Alex Mindlin writes in the New York Times that, in a year of retail gloom, marketers are making heavier use than ever of the freebie offer (“free 5 ounce bottle of conditioner included!”) and its enticing cousin, the BOGO (Buy One Get One Free). Researchers have understood for years that such offers hurt the perceived value of the product billed as the freebie. But a paper soon to be published in the Journal of Consumer Research shows another hidden cost of freebies.
In short, when retailers try to move an item by packaging it with a freebie, the item that isn’t the freebie also loses value in consumers’ minds. “When you resume selling it individually, they say, ‘Wasn’t this that item that you had to sell something else with, to get me to buy it? It must be pretty bad,’ ” said Michael Kamins, a professor of marketing at Stony Brook University who is one of the paper’s authors.

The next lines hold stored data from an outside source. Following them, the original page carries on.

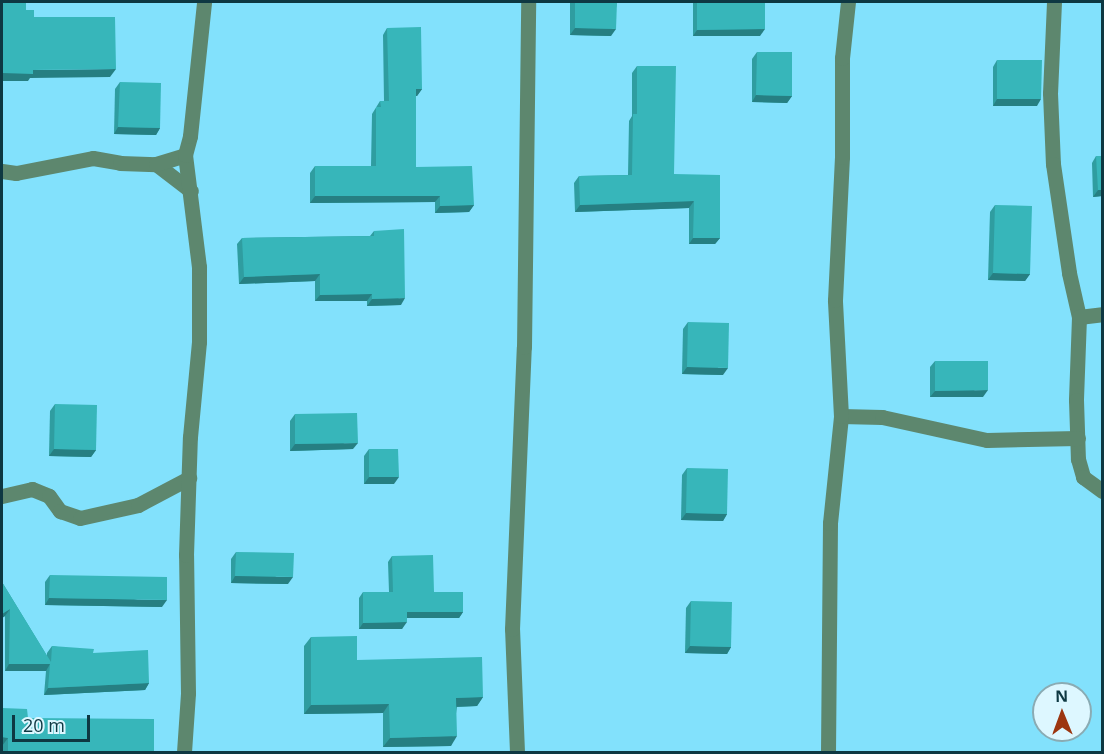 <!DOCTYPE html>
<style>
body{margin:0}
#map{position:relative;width:1104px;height:754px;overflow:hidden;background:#82e1fc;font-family:"Open Sans",sans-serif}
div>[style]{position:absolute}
.minor>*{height:15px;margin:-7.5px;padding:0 7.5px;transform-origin:7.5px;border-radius:7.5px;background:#5d876e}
.wall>*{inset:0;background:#2f9da0}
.shaded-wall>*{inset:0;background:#267f82}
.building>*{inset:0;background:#37b6ba}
span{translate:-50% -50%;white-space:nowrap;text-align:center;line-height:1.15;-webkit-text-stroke:4.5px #ddf7ff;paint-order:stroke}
.frame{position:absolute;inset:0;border:3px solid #0e3842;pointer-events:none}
.north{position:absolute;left:1032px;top:682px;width:60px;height:60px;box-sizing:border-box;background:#ddf7ff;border:2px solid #8aabb3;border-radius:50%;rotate:359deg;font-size:16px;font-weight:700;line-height:24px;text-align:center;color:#0e3842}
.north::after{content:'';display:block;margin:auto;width:21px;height:27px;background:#9c3610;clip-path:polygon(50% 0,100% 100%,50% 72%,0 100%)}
.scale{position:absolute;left:12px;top:715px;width:78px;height:27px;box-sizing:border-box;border:3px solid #0e3842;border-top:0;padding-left:8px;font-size:18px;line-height:21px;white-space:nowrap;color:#0e3842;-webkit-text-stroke:4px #ddf7ff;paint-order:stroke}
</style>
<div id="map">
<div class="minor">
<div style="left:1054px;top:2px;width:91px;rotate:92.5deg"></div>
<div style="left:1050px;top:93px;width:71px;rotate:87.6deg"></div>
<div style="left:1053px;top:164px;width:110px;rotate:81.6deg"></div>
<div style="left:1069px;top:273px;width:45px;rotate:77.2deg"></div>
<div style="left:1079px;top:317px;width:83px;rotate:92.1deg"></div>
<div style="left:1076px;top:400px;width:59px;rotate:88.1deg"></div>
<div style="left:1078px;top:459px;width:19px;rotate:74deg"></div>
<div style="left:1083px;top:477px;width:24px;rotate:36deg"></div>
<div style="left:156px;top:164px;width:44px;rotate:37.6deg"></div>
<div style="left:2px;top:171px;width:14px;rotate:8deg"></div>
<div style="left:16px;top:173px;width:78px;rotate:-11deg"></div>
<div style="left:93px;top:158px;width:27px;rotate:10deg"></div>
<div style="left:120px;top:163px;width:36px;rotate:2deg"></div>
<div style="left:156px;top:164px;width:30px;rotate:-17deg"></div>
<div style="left:1079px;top:317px;width:23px;rotate:-7deg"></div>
<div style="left:841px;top:416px;width:41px;rotate:1.4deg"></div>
<div style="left:882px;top:417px;width:107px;rotate:12.4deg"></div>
<div style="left:987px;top:440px;width:91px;rotate:-1.3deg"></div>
<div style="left:2px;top:496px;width:31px;rotate:-13deg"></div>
<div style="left:32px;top:489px;width:18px;rotate:22deg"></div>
<div style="left:49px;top:496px;width:19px;rotate:54deg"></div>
<div style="left:60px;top:511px;width:21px;rotate:19deg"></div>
<div style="left:80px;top:518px;width:59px;rotate:-12.6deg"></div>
<div style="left:138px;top:505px;width:58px;rotate:-27.9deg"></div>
<div style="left:184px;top:752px;width:59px;rotate:-86.1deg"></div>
<div style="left:188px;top:693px;width:138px;rotate:-90.8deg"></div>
<div style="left:186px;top:555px;width:118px;rotate:-88.1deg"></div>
<div style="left:190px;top:437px;width:95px;rotate:-84.6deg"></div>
<div style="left:199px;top:342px;width:75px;rotate:-90deg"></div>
<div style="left:199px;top:267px;width:113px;rotate:-97.1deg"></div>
<div style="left:185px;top:155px;width:20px;rotate:-75deg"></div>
<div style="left:190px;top:136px;width:135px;rotate:-84deg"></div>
<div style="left:517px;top:752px;width:123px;rotate:-92.3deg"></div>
<div style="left:512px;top:629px;width:282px;rotate:-87.6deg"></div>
<div style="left:524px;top:347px;width:345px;rotate:-89.3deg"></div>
<div style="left:828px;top:752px;width:229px;rotate:-89.5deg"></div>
<div style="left:830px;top:523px;width:108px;rotate:-84.1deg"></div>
<div style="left:841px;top:416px;width:116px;rotate:-93deg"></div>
<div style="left:835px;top:300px;width:143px;rotate:-87.2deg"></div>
<div style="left:842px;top:157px;width:99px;rotate:-90deg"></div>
<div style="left:842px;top:58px;width:56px;rotate:-83.9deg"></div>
</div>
<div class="wall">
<div style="clip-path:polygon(570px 2px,617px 2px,611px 36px,570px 35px)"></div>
<div style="clip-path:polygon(693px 2px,805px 2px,765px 2px,760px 36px,693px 36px)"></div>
<div style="clip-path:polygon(387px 28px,422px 89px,417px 96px,416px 96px,416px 167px,474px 205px,469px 212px,435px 213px,435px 202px,310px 203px,310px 173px,315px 166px,371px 166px,372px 114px,380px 101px,384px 101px,383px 35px)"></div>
<div style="clip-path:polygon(757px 52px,792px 96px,787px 103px,752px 102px,752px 59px)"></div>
<div style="clip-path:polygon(997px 60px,1037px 106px,993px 106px,993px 67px)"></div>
<div style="clip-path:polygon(637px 66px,674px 174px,720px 238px,715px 244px,689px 244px,689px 208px,575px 212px,574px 183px,579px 176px,628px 175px,629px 121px,632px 116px,632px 73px)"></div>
<div style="clip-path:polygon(120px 82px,160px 128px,156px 135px,114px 134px,115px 89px)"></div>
<div style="clip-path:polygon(1096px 156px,1102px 156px,1102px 196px,1093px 197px,1092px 163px)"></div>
<div style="clip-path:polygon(995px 205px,1030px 274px,1025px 281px,988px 280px,990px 212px)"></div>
<div style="clip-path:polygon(374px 231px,401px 305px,367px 306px,367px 301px,315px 301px,315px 281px,239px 284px,237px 244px,242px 238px,370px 236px)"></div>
<div style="clip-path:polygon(688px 322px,723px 375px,682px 374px,683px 329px)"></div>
<div style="clip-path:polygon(935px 361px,983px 397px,930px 397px,930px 367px)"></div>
<div style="clip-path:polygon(55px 404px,96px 450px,91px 457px,49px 456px,50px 411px)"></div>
<div style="clip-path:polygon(295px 414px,353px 449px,290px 451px,290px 421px)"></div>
<div style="clip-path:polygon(369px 449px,394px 484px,364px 484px,364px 456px)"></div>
<div style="clip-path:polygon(687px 468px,727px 514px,723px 521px,681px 520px,682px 475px)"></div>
<div style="clip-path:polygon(236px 552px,288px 584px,231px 583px,231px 559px)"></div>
<div style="clip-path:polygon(392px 556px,434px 592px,463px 612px,459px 618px,407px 618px,402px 629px,359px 629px,359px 598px,363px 592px,389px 592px,388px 562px)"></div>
<div style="clip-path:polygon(50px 575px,162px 607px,45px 605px,45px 582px)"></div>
<div style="clip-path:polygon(2px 582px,47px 656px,47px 653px,52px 646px,93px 653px,149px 683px,145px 690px,44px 695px,46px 671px,5px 671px,5px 616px,2px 618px)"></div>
<div style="clip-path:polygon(691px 601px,731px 647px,727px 654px,685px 653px,686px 608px)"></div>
<div style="clip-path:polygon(311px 637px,357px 660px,483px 697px,477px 706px,457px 707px,451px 746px,383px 747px,383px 713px,304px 714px,304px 646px)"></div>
<div style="clip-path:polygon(2px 708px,28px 718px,154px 753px,2px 753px)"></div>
</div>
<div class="shaded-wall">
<div style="clip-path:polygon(575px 28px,616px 29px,611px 36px,570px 35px)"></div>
<div style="clip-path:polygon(765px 29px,760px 36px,693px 36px,697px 30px)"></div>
<div style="clip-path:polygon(116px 69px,110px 77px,30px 78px,28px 81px,2px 81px,2px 73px,33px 70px)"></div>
<div style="clip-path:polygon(416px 89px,422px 89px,417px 96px,412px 96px)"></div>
<div style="clip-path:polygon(756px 95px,792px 96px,787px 103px,752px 102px)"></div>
<div style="clip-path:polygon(997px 99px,1041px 99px,1037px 106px,993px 106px)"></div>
<div style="clip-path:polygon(118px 127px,160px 128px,156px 135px,114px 134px)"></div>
<div style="clip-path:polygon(1098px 190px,1102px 190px,1102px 196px,1093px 197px)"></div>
<div style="clip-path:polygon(315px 196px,440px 196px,435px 202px,310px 203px)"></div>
<div style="clip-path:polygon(694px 201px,689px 208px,575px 212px,580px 205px)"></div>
<div style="clip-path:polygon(474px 205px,469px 212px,435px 213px,440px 206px)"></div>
<div style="clip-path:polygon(693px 238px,720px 238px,715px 244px,689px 244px)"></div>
<div style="clip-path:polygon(993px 273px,1030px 274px,1025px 281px,988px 280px)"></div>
<div style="clip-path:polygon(320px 274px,315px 281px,239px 284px,244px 277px)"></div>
<div style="clip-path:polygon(372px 294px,367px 301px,315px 301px,320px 295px)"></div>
<div style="clip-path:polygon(405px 298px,401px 305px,367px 306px,372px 299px)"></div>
<div style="clip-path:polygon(687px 367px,728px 368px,723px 375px,682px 374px)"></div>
<div style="clip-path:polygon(988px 390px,983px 397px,930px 397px,935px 391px)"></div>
<div style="clip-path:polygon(358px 443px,353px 449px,290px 451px,295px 444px)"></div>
<div style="clip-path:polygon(54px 449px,96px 450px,91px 457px,49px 456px)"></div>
<div style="clip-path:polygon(369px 477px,399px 477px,394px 484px,364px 484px)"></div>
<div style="clip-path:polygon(686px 513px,727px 514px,723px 521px,681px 520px)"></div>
<div style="clip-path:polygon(235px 576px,293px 577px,288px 584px,231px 583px)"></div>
<div style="clip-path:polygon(49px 598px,167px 600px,162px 607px,45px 605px)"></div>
<div style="clip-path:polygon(10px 609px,5px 616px,2px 618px,2px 614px)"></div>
<div style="clip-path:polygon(407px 612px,463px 612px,459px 618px,402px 618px)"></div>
<div style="clip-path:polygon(407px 622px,402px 629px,359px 629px,363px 623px)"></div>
<div style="clip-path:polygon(690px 646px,731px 647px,727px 654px,685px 653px)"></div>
<div style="clip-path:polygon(9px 664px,50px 664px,46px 671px,5px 671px)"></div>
<div style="clip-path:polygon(149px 683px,145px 690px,44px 695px,48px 688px)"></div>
<div style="clip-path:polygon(483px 697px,477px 706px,450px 707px,456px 698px)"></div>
<div style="clip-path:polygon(389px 704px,383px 713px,304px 714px,311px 705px)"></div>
<div style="clip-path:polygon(457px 736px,451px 746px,383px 747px,390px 738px)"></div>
<div style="clip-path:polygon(2px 737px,8px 738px,2px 746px)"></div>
</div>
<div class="building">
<div style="clip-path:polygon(2px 2px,26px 2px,26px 10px,34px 10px,34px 17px,115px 17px,116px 69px,33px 70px,33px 74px,2px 73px)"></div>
<div style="clip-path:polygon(575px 2px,617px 2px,616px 29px,575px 28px)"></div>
<div style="clip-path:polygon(697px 2px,765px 2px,765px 29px,697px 30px)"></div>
<div style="clip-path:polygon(421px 27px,422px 89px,416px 89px,416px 167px,472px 166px,474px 205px,440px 206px,440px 196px,315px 196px,315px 166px,376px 166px,376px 107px,381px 107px,380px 101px,389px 101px,387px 28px)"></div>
<div style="clip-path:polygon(757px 52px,792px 52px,792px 96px,756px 95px)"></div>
<div style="clip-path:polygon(997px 60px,1042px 60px,1041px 99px,997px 99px)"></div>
<div style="clip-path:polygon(637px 66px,676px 66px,674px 174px,720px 175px,720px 238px,693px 238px,694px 201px,580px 205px,579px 176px,632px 175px,633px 114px,637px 114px)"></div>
<div style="clip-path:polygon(120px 82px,161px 83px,160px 128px,118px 127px)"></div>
<div style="clip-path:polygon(1096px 156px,1102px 156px,1102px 190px,1098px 190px)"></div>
<div style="clip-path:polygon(995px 205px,1032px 206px,1030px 274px,993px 273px)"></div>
<div style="clip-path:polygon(404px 229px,405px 298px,372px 299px,372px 294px,320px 295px,320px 274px,244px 277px,242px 238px,374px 236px,374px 231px)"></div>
<div style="clip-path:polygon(688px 322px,729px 323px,728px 368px,687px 367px)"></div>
<div style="clip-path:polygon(935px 361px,988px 361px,988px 390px,935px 391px)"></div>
<div style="clip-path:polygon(55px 404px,97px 405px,96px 450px,54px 449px)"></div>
<div style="clip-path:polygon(357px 413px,358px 443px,295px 444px,295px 414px)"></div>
<div style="clip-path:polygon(369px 449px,398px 449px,399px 477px,369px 477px)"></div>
<div style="clip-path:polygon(687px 468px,728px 469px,727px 514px,686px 513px)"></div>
<div style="clip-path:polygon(236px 552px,294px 553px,293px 577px,235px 576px)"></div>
<div style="clip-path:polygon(433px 555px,434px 592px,463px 592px,463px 612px,407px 612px,407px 622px,363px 623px,363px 592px,393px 592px,392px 556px)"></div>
<div style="clip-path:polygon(50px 575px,167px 577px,167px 600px,49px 598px)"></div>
<div style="clip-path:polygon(2px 582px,51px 662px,52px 646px,94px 649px,93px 653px,148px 650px,149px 683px,48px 688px,50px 664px,9px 664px,10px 609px,2px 614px)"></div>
<div style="clip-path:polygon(691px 601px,732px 602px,731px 647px,690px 646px)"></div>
<div style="clip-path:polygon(357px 636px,357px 660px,482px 657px,483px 697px,456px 698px,457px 736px,390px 738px,389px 704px,311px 705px,311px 637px)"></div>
<div style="clip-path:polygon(2px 708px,27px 709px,28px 718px,154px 719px,154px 753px,37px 753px,8px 752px,8px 738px,2px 737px)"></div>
</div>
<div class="frame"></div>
<div class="north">N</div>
<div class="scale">20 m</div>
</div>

In one study, Mr. Kamins auctioned off 100 pairs of coins on eBay, each consisting of an Indian penny from 1865 and a less valuable 1901 penny. At the same time, he also sold some individual 1865 pennies, in auctions visible to bidders on his bundled pennies. When the bundles were advertised as “get a 1901 penny free,” the prices of the solo older pennies suffered; when the two-penny bundle was not billed as including a freebie, the loose pennies fetched a higher price.